On fatigue cycle distribution in non-stationary switching loadings with Markov chain structure

The non-stationary loadings experienced by structural members can be often modelled as a sequence of stationary load states, with different mean and variance levels, where load switches are controlled by an underlying random process (regime process). The structural integrity of structures and mechanical components under such complex loadings requires the assessment of the statistical distribution of rainflow cycles counted within single load states, as well as of transition cycles caused by load state switches. Under the assumption of a constant mean for the switching loading, the authors showed in a previous paper that a linear combination of single loading spectra would provide a fairly good estimation of the overall loading spectrum of the switching loading. However, when mean value differences among load states are large, additional fatigue cycles caused by load state transitions would be present, besides cycles counted within load states. This work presents a comprehensive approach to assess the overall loading spectrum in switching loadings with variable mean value, when modelling the underlying regime process as a stationary Markov chain.
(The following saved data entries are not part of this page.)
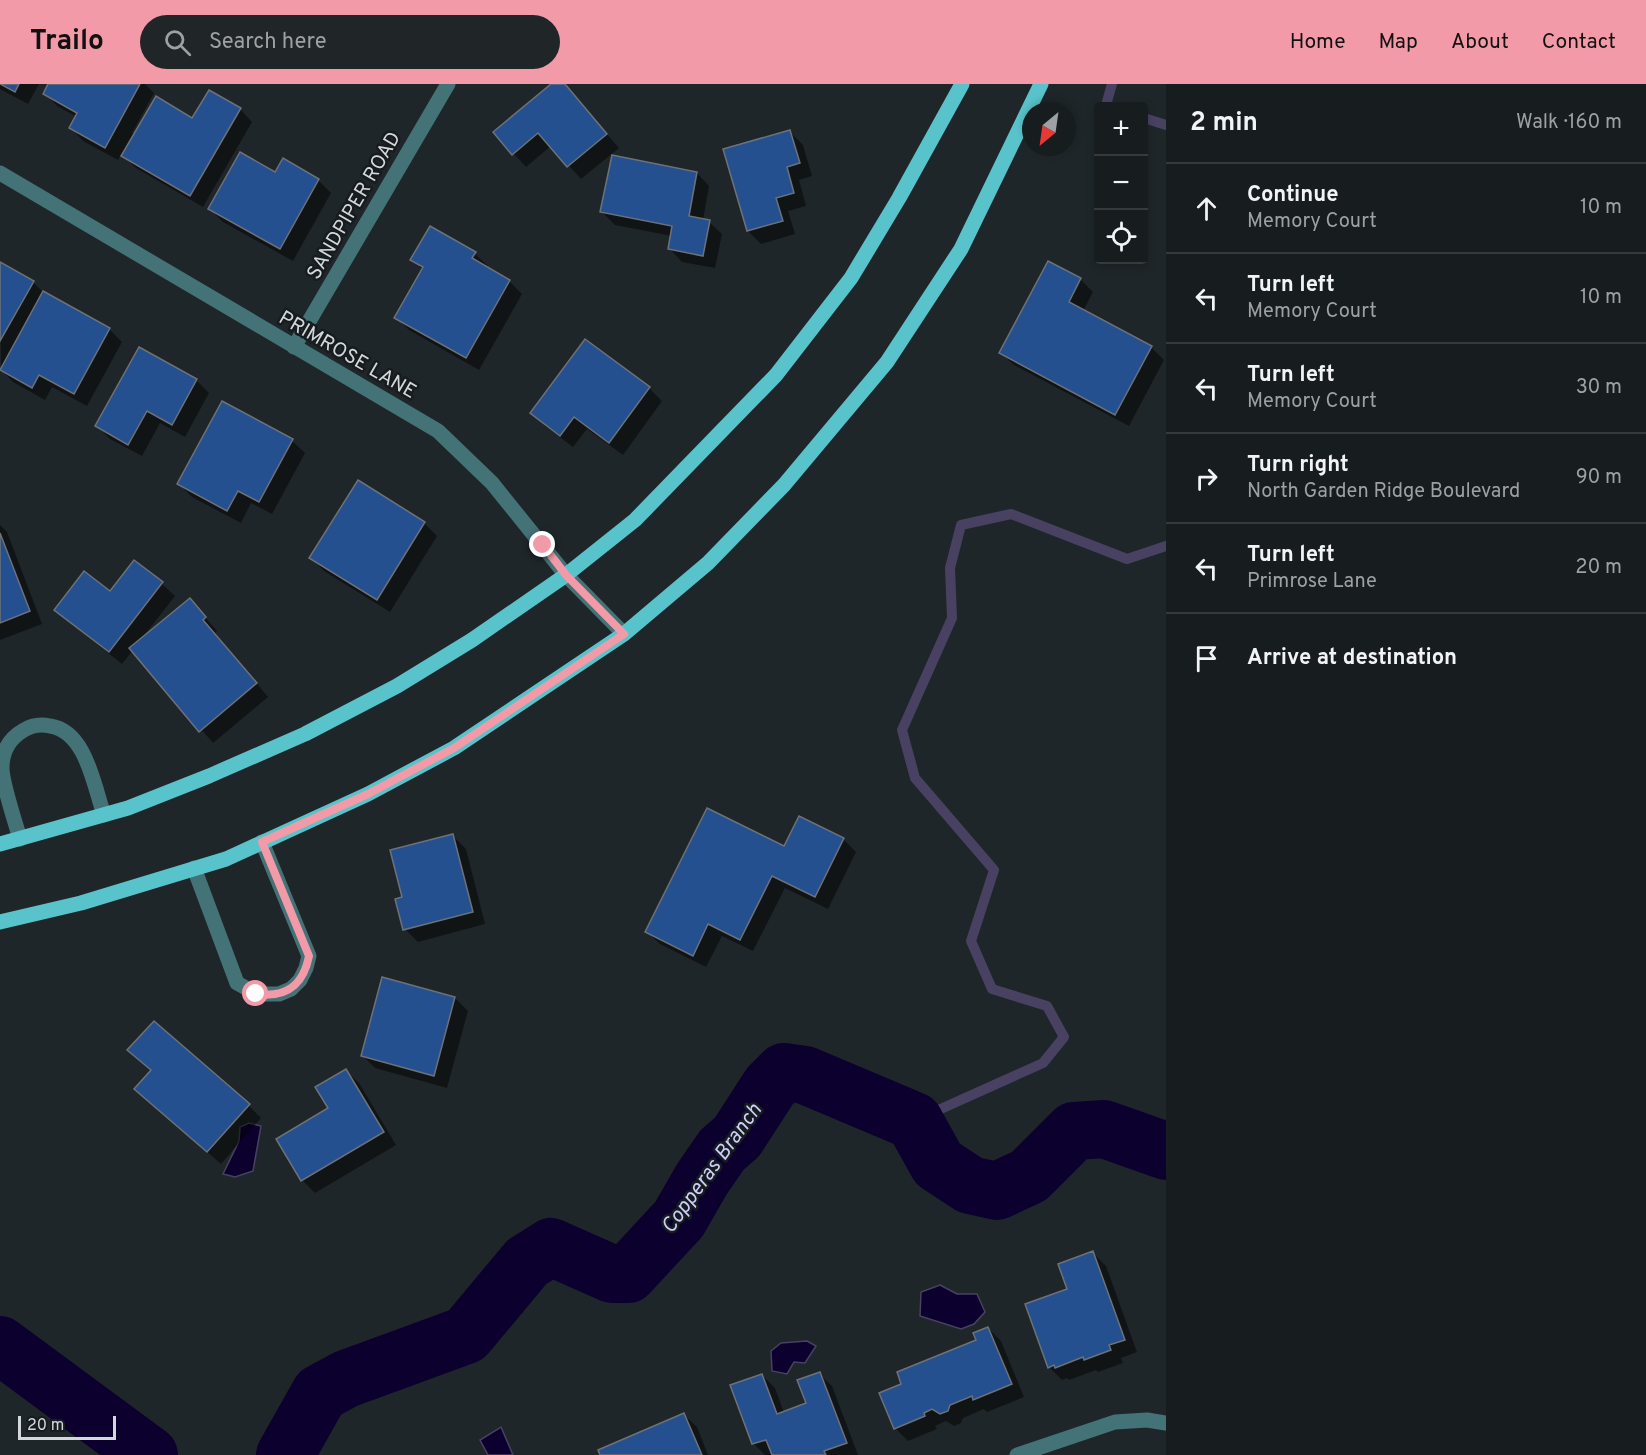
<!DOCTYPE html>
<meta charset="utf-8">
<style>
body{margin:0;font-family:Overpass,sans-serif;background:#202528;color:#f1f3f6}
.controls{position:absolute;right:18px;top:18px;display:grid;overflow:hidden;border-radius:6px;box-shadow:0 3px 9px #0003}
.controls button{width:54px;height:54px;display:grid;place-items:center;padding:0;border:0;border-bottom:2px solid #363a3d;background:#171c1f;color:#f1f3f6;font:30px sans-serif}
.compass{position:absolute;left:1022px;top:18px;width:54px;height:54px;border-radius:50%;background:#171c1f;box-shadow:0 3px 9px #0003;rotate:209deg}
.scale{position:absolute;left:18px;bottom:15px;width:98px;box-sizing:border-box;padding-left:6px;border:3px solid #d4d8da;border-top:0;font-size:16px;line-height:21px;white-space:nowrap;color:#d4d8da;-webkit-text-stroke:4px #161c1f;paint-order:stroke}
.stop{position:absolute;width:18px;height:18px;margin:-14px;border:4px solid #f39aa8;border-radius:50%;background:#fff}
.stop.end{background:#f39aa8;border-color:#fff;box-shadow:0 2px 6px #0008}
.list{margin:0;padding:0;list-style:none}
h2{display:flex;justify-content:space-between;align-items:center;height:78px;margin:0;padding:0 24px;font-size:26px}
h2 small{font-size:20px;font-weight:400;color:#9ea1a4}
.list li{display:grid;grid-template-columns:39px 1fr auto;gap:18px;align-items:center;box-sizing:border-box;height:90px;padding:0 24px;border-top:2px solid #363a3d}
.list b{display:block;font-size:22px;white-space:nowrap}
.list p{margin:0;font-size:20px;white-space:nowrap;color:#9ea1a4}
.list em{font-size:20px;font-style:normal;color:#9ea1a4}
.icon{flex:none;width:33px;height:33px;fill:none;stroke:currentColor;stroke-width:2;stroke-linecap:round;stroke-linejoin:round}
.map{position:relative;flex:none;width:1166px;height:1371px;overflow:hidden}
header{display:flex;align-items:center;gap:36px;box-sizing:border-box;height:84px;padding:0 30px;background:#f39aa8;color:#111}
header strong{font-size:28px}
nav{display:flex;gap:33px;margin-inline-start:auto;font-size:21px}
.search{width:420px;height:54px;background:#202528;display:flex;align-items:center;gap:15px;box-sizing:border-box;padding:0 21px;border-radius:33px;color:#9ea1a4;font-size:22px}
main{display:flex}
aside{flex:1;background:#171c1f}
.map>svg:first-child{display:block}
.water{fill:#0c002f;stroke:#484162;stroke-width:1.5}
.shadow{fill:#0007}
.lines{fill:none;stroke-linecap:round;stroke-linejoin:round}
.stream{stroke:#484162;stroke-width:10}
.river{stroke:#0c002f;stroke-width:58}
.building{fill:#255090;stroke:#6d7178;stroke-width:1.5}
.minor{stroke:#447377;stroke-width:15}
.major{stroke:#59c3cb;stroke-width:15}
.route{stroke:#f39aa8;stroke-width:8}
.labels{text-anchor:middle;stroke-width:5;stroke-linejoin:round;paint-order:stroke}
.street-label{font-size:20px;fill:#d4d8da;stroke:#161c1f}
.water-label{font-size:21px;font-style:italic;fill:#cfcef8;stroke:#161c1f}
</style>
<header>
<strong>Trailo</strong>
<div class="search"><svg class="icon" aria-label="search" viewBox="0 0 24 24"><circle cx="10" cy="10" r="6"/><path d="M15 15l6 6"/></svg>Search here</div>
<nav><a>Home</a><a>Map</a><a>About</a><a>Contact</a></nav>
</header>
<main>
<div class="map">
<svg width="1166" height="1371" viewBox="0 0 1166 1371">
<rect width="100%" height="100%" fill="#1f2629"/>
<g class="water">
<polygon points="249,1039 261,1042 253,1087 235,1093 223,1090 239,1057 240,1043"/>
<polygon points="940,1201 957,1210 977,1210 985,1228 974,1240 961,1245 920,1232 921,1208"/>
<polygon points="807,1257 816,1262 805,1279 794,1278 787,1290 772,1287 771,1267 781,1259"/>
<polygon points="501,1343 513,1371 488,1371 480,1356"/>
</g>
<g class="shadow">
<polygon points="0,0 39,0 28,20 0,5"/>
<polygon points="50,0 145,0 154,9 132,49 135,51 240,25 252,38 203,123 136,84 121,70 118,76 83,57 71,44 77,33 57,22 45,9"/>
<polygon points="553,0 564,0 619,64 581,95 551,62 526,83 495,49"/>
<polygon points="790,48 803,61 812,92 799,96 806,122 788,127 795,150 761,160 748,147 725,66"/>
<polygon points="697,89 709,102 703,136 709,138 722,150 715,184 682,178 670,165 672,152 615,141 602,128"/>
<polygon points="276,90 318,96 331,109 293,177 223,138 210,125"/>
<polygon points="430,144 475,170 488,182 487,184 509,197 522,210 479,286 409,246 396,233 423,186 412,175"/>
<polygon points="0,179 33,198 44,209 109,245 122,258 87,322 52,303 45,316 13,298 1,285"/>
<polygon points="1080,195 1093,208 1083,227 1151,263 1164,276 1129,342 1014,281 1001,269"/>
<polygon points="585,257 649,304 662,317 623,371 587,345 573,363 545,342 532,329"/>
<polygon points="196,296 209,309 185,353 160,339 142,372 110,355 97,342"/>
<polygon points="292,357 305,369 272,430 251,419 241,439 192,413 179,400"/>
<polygon points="424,439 437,452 390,528 324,487 311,474"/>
<polygon points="0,441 7,448 42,540 0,556"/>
<polygon points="134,478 162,500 175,512 143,553 190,516 217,547 215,549 268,613 213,659 133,566 122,580 69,538 56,526 110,509"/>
<polygon points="800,734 844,756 856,768 828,825 785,804 753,867 722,852 706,883 660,860 647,848 785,764"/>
<polygon points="453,752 466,765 485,840 418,858 405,845 404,814"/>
<polygon points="383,895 455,914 468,927 447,1004 375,984 362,971"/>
<polygon points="346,987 359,999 396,1061 315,1109 302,1096"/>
<polygon points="149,1017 248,1021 261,1034 221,1080"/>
<polygon points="1093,1169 1106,1182 1137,1268 1121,1274 1123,1279 1098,1288 1096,1286 1069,1296 1067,1294 1062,1296 1049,1283 1069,1206"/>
<polygon points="988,1244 1001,1257 1024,1313 987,1328 984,1325 963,1334 961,1339 954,1342 946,1337 935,1342 937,1345 908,1357 895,1344 903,1301 978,1257"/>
<polygon points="819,1290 832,1302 858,1371 765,1371 754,1360 732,1302 762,1291 775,1304 784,1329 808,1320"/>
<polygon points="684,1331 697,1343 708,1371 602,1371"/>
</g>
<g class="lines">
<g class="stream">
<polyline points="1110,22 1106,21 1112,0"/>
<polyline points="1144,34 1166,41"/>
<polyline points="914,1037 1043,979 1064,953 1047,922 992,905 971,857 994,786 915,694 902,646 952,534 950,484 961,441 1011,430 1127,475 1166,462"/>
</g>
<g class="river">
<polyline points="0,1261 149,1371"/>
<polyline points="285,1371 320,1309 346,1295 466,1251 527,1178 551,1163 612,1190 628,1190 679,1135 702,1095 722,1066 737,1053 770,1002 784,988 805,991 914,1037 938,1080 970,1101 997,1107 1029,1092 1074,1047 1104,1045 1166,1067"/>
</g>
</g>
<g class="building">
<polygon points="0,0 19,0 15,8"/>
<polygon points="48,0 140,0 105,64 69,44 77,29 43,10"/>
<polygon points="551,0 565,0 607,50 567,83 538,49 512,71 493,48"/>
<polygon points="209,6 241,24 190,112 121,72 156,12 192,34"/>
<polygon points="790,46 800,79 787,83 794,109 776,114 783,137 747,147 723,65"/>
<polygon points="240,68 275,88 283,74 319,95 280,165 208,125"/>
<polygon points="612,71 697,88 689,132 710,136 703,172 668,165 672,142 600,128"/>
<polygon points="430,142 476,168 472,174 510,196 466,274 394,234 423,183 410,176"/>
<polygon points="1048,177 1081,194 1069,218 1152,262 1115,331 999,269"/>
<polygon points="0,178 34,197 0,257"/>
<polygon points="43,207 110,244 74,310 39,291 32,304 0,286"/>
<polygon points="585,255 650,303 609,359 574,333 560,352 530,329"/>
<polygon points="139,263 197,295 172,341 147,327 128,361 95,342"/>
<polygon points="222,317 293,355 259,418 238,407 227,427 177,400"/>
<polygon points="358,396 425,438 377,516 309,474"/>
<polygon points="0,449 30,527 0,539"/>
<polygon points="134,476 163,498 109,568 54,526 84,487 110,507"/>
<polygon points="190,514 206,533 203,536 257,599 199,648 129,564"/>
<polygon points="707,724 784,762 799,732 844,754 815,813 772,792 740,856 708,840 693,872 645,848"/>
<polygon points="453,750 473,828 403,846 395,815 402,813 390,766"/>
<polygon points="382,893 455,913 434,992 361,972"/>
<polygon points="154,937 250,1020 207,1068 134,1005 151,986 127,966"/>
<polygon points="346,985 384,1048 301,1097 276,1055 328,1024 315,1003"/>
<polygon points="1093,1167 1125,1256 1109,1261 1111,1266 1084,1276 1083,1273 1055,1284 1054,1281 1048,1284 1025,1220 1067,1205 1058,1180"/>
<polygon points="988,1243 1012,1300 973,1316 972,1312 950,1321 948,1327 940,1330 932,1325 924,1329 925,1332 894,1345 879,1309 901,1300 897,1288 976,1256 973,1249"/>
<polygon points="820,1288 847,1359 824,1367 826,1371 772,1371 766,1356 752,1360 730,1301 762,1290 777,1330 806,1319 797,1296"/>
<polygon points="684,1329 702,1371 600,1371 598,1366"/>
</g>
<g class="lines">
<g class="minor">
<polyline points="0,89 438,347 492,399 566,491 624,550"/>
<polyline points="294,263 448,0"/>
<path d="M20,755C15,737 2,699 2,684C2,667 10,654 24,646C32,641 41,640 50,642C86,647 94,702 104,731"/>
<polyline points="194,784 237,899 257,910 279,910 291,905 300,896 306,884 309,872 262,758"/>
<polyline points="1017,1371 1115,1338 1147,1336 1166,1339"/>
</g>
<g class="major">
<polyline points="0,760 128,724 209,692 305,650 397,602 472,556 566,491 635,436 776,291 851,194 899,114 962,0"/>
<polyline points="0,838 81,819 226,775 368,710 454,664 624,550 708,479 784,401 887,278 961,165 1041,0"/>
</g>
</g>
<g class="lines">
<path class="route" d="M256,910C286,914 303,902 309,872L262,758L368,710L454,664L624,550L566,491L543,461"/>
</g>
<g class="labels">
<g class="street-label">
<text transform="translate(353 121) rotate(-60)" y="7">SANDPIPER ROAD</text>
<text transform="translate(348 270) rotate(30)" y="7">PRIMROSE LANE</text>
</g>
<g class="water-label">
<text transform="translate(711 1084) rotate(-54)" y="7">Copperas Branch</text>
</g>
</g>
</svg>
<div class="controls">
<button>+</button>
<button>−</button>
<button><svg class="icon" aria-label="locate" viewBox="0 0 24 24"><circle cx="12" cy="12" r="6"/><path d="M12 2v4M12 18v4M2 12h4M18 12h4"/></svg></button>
</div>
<svg class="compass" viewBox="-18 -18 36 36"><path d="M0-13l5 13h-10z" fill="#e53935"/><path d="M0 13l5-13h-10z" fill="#9ea1a4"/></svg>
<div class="scale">20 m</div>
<div class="stop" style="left:256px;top:910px"></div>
<div class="stop end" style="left:543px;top:461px"></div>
</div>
<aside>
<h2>2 min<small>Walk · 160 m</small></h2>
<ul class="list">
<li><svg class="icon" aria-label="ahead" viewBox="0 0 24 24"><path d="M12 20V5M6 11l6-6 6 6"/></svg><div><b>Continue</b><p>Memory Court</p></div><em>10 m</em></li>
<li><svg class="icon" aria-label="left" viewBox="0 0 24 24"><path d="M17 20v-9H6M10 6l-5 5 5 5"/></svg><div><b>Turn left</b><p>Memory Court</p></div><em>10 m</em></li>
<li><svg class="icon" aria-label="left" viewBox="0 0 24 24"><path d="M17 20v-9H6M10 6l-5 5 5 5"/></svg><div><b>Turn left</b><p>Memory Court</p></div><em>30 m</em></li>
<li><svg class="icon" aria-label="right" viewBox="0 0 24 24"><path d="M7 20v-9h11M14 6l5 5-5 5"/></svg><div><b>Turn right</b><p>North Garden Ridge Boulevard</p></div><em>90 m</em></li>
<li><svg class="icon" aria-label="left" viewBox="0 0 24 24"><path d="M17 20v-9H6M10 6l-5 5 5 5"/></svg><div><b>Turn left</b><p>Primrose Lane</p></div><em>20 m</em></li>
<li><svg class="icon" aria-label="arrive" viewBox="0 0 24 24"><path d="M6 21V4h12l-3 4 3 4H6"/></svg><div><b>Arrive at destination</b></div></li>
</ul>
</aside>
</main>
For large relative mean value differences compared to load state variances, transition cycles are found by rainflow counting the regime process. The rainflow matrix for transition cycles is then estimated from the transition probability matrix of regime process by a method available in the literature. The distribution of the ranges of transition cycles is finally estimated from the statistical distribution of the largest peak and the lowest valley within load states. An illustrative example is finally discussed to show the accuracy of the proposed method.